Robust and efficient estimation of multivariate scatter and location

Abstract

Several equivariant estimators of multivariate location and scatter are studied, which are highly robust, have a controllable finite-sample efficiency and are computationally feasible in large dimensions. The most frequently employed estimators are not quite satisfactory in this respect. The Minimum Volume Ellipsoid (MVE) and the Minimum Covariance Determinant (MCD) estimators are known to have a very low efficiency. S-estimators with a monotonic weight function like the bisquare have a low efficiency when the dimension p is small, and their efficiency tends to one with increasing p. Unfortunately, this advantage is outweighed by a serious loss in robustness for large p.
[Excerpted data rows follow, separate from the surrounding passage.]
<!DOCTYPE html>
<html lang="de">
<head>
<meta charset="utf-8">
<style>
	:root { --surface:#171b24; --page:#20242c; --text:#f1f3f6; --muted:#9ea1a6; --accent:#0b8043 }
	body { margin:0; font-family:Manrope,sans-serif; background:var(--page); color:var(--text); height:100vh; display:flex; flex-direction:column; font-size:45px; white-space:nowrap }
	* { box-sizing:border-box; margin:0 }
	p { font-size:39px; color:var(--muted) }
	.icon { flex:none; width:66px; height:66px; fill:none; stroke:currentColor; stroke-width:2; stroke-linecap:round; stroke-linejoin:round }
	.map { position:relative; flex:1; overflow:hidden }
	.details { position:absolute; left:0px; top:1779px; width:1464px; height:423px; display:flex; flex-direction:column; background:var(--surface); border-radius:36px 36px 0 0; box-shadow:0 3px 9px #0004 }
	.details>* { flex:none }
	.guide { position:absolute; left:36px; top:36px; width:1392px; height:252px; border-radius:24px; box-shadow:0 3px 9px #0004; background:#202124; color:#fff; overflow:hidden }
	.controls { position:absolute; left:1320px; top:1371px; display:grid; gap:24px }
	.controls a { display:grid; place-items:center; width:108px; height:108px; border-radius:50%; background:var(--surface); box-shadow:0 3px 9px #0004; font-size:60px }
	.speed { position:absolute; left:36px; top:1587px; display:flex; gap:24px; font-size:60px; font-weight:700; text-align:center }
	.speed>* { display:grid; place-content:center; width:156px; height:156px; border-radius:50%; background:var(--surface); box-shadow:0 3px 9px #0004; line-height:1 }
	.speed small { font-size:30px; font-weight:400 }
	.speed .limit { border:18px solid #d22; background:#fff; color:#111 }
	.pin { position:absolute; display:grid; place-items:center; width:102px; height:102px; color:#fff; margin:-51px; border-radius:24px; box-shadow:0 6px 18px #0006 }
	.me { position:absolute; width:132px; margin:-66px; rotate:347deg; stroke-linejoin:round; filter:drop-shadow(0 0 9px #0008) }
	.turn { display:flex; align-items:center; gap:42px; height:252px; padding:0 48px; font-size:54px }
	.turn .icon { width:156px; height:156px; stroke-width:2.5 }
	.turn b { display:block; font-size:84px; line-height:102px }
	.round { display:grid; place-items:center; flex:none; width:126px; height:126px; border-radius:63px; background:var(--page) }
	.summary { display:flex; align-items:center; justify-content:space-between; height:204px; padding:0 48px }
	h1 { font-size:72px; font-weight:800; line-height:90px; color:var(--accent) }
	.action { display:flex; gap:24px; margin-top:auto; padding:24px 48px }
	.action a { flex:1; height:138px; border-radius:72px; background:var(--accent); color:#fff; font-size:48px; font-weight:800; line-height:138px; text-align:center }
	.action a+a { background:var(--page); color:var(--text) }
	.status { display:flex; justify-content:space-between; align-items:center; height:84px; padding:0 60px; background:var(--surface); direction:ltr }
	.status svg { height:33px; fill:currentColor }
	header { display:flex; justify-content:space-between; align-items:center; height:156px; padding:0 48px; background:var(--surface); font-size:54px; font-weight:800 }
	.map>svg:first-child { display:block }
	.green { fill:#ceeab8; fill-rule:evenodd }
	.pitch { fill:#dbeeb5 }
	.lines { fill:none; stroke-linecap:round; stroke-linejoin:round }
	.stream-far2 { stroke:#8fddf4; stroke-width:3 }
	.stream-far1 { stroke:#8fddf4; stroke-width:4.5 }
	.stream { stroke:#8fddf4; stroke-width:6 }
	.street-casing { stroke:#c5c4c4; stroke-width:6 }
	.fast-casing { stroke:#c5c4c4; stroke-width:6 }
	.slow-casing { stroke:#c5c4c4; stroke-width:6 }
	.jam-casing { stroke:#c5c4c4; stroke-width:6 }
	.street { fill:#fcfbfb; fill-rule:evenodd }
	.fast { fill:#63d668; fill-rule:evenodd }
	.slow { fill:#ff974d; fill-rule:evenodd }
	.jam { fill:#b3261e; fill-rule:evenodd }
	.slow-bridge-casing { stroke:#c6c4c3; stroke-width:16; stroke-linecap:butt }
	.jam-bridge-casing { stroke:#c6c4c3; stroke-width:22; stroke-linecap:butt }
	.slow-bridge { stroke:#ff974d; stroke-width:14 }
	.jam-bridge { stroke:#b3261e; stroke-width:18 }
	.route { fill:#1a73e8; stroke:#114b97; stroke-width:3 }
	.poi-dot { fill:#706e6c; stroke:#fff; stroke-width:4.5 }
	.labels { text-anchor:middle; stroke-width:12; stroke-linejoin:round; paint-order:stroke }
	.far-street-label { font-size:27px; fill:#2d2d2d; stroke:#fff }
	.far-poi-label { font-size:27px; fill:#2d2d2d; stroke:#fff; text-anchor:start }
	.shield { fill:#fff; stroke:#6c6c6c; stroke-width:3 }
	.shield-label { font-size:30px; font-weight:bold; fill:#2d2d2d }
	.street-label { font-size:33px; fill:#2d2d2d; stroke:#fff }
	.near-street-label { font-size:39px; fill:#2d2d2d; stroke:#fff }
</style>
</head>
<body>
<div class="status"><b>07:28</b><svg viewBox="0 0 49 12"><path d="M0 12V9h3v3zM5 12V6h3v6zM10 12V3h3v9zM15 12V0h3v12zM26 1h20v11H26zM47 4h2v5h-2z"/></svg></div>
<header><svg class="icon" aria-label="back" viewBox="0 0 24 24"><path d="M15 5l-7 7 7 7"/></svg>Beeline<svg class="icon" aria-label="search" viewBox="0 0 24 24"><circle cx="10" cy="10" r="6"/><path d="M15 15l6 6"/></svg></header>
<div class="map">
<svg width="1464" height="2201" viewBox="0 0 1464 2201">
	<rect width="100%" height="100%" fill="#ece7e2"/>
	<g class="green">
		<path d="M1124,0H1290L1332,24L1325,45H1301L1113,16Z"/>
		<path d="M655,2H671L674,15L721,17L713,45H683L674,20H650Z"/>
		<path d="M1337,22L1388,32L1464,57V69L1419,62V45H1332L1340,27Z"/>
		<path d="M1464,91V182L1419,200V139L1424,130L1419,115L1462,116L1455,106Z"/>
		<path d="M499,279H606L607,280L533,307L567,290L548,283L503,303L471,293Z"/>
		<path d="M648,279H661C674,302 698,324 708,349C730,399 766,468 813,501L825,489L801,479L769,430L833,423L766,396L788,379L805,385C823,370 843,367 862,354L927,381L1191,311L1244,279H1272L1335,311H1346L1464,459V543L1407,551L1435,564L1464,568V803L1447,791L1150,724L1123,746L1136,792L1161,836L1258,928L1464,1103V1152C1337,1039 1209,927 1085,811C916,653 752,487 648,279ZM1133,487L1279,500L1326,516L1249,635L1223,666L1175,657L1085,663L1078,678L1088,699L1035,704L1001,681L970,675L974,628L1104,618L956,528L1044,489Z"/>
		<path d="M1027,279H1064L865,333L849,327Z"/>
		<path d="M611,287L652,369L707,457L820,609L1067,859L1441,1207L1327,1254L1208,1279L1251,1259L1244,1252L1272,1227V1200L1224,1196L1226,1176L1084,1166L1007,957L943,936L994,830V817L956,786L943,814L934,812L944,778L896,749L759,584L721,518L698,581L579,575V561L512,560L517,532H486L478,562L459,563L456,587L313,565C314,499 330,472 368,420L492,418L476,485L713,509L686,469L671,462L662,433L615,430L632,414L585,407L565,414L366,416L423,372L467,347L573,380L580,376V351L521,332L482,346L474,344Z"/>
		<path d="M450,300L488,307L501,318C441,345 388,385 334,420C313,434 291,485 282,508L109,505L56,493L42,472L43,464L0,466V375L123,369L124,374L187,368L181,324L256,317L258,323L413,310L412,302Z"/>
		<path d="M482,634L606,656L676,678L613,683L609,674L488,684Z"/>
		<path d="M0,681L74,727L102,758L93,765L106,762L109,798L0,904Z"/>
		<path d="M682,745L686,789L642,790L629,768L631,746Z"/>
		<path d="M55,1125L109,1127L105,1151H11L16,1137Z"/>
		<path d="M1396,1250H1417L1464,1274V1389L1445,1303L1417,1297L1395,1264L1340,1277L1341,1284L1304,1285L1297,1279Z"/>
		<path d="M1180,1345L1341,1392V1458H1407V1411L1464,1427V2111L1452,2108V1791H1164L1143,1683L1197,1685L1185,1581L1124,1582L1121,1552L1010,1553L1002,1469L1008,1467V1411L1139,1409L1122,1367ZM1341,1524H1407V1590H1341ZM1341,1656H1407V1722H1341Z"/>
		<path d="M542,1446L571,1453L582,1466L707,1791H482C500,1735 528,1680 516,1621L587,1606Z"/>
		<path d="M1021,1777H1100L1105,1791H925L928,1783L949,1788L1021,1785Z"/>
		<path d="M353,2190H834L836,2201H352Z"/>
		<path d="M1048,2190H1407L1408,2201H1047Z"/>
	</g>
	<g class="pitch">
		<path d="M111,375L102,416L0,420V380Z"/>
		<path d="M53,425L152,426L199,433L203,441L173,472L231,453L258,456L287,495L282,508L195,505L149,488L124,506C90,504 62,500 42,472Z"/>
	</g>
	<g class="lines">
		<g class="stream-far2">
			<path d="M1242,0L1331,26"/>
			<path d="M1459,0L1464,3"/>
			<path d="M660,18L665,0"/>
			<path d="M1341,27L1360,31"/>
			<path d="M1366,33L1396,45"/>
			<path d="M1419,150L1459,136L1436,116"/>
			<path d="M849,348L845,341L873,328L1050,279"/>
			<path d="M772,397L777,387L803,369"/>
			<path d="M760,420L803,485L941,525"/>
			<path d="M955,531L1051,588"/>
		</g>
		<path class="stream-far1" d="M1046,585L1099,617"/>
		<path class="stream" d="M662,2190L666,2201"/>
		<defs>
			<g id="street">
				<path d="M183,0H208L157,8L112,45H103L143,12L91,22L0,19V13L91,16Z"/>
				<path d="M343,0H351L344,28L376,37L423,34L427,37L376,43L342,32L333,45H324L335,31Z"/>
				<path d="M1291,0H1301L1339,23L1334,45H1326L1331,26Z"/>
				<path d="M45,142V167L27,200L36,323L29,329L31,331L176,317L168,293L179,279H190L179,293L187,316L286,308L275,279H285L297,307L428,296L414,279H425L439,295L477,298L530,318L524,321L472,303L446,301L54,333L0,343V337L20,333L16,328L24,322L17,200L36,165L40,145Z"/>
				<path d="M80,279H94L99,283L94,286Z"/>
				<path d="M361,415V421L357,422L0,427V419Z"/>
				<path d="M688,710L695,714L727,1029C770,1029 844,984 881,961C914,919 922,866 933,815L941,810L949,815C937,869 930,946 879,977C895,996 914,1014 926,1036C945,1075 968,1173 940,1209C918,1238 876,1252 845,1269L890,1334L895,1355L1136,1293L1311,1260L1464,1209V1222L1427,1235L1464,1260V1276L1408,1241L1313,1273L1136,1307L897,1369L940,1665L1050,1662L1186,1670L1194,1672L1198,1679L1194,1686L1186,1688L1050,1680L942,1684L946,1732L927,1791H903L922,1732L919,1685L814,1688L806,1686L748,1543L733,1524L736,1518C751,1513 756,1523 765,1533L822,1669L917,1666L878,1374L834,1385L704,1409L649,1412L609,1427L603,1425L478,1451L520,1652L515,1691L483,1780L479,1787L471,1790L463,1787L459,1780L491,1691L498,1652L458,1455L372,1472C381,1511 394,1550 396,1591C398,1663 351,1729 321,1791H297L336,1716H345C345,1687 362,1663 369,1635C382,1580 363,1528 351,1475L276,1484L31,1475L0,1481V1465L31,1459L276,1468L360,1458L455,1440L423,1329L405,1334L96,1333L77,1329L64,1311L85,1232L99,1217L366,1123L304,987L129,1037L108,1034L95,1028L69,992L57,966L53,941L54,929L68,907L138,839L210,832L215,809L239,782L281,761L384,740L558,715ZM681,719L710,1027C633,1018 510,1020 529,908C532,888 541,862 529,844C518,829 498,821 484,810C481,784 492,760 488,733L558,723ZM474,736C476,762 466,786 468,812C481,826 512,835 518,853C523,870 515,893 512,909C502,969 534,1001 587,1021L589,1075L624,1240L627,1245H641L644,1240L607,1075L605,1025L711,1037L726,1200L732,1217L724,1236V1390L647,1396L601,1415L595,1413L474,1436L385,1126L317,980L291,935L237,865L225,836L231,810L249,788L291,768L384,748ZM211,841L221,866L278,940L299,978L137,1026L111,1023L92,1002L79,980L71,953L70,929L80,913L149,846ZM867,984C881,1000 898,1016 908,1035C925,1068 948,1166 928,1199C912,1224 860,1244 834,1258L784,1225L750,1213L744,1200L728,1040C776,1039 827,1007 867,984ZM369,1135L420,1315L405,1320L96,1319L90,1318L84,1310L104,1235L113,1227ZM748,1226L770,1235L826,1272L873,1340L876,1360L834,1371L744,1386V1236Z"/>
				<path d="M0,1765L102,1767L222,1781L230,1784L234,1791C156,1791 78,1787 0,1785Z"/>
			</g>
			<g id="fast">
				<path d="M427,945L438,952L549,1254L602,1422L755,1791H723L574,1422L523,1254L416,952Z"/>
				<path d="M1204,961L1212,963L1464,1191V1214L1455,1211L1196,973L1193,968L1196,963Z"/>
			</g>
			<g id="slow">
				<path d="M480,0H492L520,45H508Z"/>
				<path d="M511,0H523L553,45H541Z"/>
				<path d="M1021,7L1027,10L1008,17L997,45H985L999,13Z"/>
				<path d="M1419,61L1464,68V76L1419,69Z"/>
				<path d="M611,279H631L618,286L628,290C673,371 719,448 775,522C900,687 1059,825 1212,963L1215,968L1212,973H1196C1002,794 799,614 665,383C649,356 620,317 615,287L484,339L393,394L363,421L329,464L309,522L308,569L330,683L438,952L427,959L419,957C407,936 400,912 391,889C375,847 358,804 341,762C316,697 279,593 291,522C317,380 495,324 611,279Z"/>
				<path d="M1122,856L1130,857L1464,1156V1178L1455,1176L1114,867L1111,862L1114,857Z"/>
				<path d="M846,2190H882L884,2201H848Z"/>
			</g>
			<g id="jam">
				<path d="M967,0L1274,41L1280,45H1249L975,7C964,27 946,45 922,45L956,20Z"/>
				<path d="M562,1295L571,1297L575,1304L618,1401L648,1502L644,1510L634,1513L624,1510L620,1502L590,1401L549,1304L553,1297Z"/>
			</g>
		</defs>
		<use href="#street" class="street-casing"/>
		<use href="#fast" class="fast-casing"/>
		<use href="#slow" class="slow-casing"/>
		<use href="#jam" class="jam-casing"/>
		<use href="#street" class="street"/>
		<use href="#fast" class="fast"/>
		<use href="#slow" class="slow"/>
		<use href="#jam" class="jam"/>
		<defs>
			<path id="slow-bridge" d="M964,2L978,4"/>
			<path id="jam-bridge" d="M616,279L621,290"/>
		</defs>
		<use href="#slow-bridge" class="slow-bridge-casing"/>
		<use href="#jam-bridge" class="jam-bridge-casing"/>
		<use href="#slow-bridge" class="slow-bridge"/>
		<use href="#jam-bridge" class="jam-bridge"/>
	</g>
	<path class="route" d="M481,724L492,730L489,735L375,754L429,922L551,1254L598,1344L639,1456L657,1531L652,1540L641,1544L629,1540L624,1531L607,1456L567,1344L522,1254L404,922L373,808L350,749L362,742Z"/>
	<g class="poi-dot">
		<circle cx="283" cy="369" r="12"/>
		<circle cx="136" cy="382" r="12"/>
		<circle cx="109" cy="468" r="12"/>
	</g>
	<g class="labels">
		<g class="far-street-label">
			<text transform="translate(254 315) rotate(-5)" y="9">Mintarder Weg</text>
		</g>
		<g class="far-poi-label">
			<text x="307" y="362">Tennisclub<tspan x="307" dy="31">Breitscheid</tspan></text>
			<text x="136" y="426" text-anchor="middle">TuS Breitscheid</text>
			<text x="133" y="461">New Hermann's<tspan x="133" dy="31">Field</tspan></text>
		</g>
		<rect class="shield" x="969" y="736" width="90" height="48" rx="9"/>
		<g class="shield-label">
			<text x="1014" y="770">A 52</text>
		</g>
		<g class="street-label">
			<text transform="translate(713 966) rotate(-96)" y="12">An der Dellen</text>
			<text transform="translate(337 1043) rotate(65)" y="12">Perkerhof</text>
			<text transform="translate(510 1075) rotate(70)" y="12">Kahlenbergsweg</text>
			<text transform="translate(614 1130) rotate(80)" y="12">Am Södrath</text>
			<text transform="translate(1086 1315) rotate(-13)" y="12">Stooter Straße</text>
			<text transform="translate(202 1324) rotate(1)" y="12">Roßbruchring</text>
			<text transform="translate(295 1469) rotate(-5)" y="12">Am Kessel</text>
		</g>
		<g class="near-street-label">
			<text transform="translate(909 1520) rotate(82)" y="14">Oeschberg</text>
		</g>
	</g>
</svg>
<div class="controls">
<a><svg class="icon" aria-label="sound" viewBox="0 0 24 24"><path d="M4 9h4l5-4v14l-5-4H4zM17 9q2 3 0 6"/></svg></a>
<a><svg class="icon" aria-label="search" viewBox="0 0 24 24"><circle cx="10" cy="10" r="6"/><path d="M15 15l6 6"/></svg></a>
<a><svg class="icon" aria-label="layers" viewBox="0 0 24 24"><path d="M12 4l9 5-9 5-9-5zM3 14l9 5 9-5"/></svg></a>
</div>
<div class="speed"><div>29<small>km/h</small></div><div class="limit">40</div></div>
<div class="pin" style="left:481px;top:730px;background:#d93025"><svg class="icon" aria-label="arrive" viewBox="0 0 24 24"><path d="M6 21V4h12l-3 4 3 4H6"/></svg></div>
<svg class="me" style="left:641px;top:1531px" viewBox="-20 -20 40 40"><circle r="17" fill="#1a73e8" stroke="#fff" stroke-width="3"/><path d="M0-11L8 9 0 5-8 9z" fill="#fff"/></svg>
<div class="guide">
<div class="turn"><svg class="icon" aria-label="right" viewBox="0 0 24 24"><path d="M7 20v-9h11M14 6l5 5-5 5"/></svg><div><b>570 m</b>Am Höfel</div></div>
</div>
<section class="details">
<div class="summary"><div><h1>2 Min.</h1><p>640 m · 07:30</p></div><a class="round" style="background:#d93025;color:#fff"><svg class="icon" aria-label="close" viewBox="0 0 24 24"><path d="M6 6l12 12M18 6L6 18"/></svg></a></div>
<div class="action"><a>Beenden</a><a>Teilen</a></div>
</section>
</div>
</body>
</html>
Four families of estimators with controllable efficiencies whose performance for moderate to large p has not been explored to date are studied: S-estimators with a non-monotonic weight function, MM-estimators, τ-estimators, and the Stahel–Donoho estimator. Two types of starting estimators are employed: the MVE computed through subsampling, and a semi-deterministic procedure previously proposed for outlier detection, based on the projections with maximum and minimum kurtosis. A simulation study shows that an S-estimator with non-monotonic weight function can simultaneously attain high efficiency and high robustness for p≥15, while an MM-estimator with a particular weight function can be recommended for p>15. For both recommended estimators, the initial values are given by the semi-deterministic procedure mentioned above.